> **Task description**:
Pick out the lines below that include the string "none".

[Collected data entries]
--

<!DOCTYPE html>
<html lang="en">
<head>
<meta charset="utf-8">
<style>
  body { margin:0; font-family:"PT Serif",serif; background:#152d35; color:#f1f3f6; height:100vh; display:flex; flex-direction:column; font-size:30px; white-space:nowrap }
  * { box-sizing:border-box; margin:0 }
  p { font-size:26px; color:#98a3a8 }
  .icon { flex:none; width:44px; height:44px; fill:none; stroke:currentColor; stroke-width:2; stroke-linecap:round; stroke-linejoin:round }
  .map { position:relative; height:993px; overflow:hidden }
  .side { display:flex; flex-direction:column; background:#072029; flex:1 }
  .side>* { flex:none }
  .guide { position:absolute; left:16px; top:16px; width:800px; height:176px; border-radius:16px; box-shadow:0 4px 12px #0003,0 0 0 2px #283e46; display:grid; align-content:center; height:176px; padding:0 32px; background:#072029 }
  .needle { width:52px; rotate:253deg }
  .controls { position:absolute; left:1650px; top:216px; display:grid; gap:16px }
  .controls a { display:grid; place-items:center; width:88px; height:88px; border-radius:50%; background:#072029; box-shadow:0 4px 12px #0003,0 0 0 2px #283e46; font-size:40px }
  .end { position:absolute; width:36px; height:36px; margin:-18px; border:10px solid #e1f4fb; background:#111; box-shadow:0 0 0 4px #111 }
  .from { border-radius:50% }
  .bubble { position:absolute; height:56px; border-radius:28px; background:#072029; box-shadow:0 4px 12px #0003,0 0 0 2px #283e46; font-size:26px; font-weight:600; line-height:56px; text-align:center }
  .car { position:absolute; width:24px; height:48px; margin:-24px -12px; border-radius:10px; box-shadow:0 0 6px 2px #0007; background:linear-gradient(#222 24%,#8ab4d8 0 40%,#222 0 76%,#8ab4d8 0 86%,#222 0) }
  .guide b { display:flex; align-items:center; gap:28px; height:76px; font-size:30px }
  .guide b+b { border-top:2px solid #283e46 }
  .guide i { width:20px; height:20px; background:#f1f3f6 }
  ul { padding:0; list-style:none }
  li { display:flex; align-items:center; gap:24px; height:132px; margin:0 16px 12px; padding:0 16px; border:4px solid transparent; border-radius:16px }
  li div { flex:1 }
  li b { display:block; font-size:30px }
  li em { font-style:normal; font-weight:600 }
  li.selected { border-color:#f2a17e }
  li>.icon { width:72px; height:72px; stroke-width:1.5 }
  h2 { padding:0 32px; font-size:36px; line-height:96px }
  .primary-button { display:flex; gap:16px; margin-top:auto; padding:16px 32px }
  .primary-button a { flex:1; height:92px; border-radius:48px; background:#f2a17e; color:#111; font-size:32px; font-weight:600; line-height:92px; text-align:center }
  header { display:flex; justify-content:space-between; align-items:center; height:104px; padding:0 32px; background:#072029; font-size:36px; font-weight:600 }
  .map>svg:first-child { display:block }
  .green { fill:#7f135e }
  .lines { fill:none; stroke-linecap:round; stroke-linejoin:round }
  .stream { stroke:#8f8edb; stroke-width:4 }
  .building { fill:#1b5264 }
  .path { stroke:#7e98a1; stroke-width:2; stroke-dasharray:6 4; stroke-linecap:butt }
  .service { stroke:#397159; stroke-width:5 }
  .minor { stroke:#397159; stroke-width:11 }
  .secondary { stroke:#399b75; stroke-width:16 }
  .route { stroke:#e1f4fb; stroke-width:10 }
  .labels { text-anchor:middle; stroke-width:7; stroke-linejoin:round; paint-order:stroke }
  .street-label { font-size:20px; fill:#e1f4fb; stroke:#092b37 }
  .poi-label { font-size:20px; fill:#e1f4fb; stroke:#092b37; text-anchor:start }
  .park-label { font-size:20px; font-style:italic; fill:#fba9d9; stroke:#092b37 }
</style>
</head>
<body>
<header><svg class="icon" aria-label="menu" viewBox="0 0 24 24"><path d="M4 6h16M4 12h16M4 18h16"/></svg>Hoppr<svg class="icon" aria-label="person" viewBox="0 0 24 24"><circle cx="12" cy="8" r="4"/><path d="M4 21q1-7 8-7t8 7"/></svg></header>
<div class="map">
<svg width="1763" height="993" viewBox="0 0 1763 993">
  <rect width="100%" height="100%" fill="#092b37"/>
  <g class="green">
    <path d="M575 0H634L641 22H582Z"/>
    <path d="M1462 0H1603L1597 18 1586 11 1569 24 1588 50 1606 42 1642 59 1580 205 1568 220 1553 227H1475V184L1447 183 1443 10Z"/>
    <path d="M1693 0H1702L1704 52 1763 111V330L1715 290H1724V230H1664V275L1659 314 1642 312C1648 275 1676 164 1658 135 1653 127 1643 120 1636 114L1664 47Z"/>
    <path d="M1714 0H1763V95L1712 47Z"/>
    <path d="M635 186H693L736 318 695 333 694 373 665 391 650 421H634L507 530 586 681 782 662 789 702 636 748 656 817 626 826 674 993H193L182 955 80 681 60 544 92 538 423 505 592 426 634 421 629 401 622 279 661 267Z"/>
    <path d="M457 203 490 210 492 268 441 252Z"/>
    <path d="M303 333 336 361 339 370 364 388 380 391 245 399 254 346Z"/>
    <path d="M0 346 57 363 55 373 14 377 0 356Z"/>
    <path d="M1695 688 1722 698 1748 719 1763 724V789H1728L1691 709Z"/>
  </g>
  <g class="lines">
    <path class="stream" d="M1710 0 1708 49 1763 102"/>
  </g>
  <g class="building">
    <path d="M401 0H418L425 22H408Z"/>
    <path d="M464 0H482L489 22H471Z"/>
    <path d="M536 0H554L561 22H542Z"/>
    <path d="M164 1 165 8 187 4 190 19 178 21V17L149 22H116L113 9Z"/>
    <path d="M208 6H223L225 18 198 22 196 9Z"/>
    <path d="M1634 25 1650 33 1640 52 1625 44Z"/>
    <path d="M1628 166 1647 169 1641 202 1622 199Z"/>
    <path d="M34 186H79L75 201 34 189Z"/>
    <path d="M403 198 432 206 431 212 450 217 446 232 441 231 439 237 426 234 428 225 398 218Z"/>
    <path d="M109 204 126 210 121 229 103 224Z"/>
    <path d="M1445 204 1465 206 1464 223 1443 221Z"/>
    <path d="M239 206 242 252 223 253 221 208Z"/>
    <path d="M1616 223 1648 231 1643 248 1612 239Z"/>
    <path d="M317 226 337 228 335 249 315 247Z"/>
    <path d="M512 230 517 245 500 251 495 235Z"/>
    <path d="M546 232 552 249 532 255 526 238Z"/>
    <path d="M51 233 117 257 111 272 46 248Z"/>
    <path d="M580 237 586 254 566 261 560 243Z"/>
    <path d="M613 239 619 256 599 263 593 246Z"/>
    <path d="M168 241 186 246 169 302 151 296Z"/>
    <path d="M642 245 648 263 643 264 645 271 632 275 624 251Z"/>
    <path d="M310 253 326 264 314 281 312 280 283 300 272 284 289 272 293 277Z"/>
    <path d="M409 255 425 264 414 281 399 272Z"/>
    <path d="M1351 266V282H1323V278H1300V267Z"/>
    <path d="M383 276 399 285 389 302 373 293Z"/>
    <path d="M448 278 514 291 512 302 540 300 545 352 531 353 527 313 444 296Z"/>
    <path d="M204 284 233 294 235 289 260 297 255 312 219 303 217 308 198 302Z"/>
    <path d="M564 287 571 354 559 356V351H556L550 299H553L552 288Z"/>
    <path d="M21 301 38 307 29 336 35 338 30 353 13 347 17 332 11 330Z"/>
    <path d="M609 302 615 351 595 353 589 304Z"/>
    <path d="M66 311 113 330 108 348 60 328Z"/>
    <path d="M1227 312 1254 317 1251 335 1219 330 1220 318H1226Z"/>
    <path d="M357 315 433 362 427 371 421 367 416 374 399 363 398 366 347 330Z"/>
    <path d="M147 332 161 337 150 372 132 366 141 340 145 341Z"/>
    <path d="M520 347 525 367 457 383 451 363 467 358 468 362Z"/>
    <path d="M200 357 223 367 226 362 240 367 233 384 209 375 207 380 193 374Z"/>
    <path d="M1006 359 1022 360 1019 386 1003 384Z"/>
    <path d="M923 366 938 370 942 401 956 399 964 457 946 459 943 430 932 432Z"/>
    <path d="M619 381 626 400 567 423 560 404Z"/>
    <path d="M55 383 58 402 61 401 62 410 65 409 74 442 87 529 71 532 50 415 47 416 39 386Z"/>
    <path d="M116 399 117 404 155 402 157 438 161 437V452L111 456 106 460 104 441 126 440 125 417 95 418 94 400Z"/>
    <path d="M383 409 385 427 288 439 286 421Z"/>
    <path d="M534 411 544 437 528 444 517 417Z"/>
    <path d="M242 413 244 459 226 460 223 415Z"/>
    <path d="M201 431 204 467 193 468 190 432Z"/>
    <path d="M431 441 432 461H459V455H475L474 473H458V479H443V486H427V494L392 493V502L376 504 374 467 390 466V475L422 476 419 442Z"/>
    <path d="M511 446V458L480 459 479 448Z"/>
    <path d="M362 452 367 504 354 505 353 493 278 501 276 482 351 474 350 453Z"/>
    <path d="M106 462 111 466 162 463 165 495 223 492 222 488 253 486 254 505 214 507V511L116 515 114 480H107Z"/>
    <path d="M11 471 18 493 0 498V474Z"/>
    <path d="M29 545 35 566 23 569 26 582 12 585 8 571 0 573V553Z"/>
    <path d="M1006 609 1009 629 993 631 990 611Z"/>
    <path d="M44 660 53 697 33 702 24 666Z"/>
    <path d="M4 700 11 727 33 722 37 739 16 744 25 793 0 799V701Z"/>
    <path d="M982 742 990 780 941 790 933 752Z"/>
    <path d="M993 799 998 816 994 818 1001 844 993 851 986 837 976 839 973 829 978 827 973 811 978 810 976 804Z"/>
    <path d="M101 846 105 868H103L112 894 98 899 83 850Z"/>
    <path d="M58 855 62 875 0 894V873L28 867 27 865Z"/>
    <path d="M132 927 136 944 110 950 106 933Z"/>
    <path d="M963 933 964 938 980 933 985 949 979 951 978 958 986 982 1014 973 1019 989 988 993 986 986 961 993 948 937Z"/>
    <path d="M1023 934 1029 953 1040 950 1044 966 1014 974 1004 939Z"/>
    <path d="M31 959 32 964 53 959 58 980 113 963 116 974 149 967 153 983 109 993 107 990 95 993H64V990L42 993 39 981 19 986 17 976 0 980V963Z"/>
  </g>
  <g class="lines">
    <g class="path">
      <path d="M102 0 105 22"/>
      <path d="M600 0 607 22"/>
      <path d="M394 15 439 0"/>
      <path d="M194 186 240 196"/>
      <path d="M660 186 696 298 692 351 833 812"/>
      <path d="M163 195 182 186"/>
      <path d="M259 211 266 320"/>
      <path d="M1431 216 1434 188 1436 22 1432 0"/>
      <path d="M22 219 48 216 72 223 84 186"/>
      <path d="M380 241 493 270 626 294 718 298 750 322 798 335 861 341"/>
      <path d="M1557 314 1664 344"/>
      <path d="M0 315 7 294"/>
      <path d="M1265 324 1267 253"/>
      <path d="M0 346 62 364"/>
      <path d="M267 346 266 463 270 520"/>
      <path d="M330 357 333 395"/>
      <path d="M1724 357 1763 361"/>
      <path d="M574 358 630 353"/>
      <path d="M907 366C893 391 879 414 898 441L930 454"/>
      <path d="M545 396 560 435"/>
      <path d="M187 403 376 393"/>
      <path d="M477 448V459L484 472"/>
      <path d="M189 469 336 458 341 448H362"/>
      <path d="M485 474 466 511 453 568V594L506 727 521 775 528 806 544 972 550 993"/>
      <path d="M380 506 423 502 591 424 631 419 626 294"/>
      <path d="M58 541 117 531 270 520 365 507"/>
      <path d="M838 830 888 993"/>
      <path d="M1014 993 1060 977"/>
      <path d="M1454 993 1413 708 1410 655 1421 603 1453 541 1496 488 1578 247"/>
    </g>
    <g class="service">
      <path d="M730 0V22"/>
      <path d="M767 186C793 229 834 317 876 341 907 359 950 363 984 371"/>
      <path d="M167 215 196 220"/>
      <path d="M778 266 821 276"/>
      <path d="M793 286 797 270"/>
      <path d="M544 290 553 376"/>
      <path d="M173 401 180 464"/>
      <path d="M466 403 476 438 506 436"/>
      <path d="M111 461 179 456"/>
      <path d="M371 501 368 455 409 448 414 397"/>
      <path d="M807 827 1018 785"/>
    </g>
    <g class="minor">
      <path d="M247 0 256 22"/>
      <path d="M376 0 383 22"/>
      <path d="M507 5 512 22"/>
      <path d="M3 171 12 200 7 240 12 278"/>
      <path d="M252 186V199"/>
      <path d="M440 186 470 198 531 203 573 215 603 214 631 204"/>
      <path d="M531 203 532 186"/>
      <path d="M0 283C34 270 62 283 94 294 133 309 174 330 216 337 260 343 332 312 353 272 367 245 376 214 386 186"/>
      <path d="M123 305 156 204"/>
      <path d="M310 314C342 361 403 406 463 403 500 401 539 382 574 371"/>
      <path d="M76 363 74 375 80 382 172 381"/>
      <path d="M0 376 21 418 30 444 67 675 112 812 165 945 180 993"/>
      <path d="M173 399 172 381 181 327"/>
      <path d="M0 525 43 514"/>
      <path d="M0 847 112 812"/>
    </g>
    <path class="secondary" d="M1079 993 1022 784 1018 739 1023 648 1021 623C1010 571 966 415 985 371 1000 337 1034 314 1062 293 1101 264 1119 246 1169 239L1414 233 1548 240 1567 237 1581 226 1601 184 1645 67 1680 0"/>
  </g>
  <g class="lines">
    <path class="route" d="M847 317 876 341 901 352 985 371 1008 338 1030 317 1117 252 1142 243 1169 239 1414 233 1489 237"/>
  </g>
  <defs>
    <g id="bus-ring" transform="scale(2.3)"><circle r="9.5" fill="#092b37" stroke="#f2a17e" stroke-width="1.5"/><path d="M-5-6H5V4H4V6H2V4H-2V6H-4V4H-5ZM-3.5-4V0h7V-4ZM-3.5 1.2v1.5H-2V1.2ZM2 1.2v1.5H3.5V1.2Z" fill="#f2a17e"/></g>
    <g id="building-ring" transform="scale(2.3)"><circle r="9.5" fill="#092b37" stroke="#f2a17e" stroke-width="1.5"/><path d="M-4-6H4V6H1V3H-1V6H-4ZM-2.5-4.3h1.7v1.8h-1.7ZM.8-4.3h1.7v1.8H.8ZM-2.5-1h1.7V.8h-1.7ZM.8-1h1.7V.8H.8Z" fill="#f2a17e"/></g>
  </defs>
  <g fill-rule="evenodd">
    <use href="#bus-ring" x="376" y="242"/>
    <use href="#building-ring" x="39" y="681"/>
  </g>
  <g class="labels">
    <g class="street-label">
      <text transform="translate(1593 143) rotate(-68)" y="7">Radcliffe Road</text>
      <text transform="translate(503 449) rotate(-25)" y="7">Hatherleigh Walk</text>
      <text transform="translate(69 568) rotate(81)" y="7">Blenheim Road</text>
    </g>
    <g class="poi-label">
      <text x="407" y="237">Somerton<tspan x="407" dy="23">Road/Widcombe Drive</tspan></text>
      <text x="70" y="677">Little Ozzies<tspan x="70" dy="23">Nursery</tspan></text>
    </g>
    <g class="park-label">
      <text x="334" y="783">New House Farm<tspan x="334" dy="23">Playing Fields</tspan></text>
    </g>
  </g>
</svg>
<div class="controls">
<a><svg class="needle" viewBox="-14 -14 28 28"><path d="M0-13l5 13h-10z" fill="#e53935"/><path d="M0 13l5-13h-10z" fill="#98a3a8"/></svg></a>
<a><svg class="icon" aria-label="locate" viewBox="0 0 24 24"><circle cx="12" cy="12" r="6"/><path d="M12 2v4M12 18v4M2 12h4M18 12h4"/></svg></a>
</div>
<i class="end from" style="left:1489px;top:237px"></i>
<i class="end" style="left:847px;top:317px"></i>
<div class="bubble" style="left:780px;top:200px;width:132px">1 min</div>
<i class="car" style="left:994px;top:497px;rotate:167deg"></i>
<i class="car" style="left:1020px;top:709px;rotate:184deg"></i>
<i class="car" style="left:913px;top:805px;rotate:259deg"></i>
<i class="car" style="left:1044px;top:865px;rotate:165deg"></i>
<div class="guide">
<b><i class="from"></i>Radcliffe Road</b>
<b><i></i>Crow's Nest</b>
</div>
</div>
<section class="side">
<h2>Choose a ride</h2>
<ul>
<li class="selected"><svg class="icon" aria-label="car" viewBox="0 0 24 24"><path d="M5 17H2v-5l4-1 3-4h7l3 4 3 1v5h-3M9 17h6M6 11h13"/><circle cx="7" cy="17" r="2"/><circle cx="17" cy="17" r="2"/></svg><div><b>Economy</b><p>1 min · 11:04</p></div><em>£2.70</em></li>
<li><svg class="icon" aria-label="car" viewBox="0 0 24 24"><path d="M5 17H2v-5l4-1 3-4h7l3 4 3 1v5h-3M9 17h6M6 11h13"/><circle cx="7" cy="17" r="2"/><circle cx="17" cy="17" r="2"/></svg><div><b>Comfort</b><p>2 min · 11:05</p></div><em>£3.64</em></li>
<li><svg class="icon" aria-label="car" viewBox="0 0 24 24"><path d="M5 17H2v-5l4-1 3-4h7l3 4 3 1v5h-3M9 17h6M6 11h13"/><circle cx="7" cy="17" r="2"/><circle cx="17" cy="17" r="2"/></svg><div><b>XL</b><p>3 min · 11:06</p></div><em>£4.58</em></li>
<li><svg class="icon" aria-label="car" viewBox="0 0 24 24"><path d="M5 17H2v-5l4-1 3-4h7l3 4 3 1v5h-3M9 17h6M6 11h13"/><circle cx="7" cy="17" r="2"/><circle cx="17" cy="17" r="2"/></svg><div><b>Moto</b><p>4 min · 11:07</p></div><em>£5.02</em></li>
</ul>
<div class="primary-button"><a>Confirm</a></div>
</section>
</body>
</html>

--

> **Solution to this problem**:
  .icon { flex:none; width:44px; height:44px; fill:none; stroke:currentColor; stroke-width:2; stroke-linecap:round; stroke-linejoin:round }
  .side>* { flex:none }
  ul { padding:0; list-style:none }
  .lines { fill:none; stroke-linecap:round; stroke-linejoin:round }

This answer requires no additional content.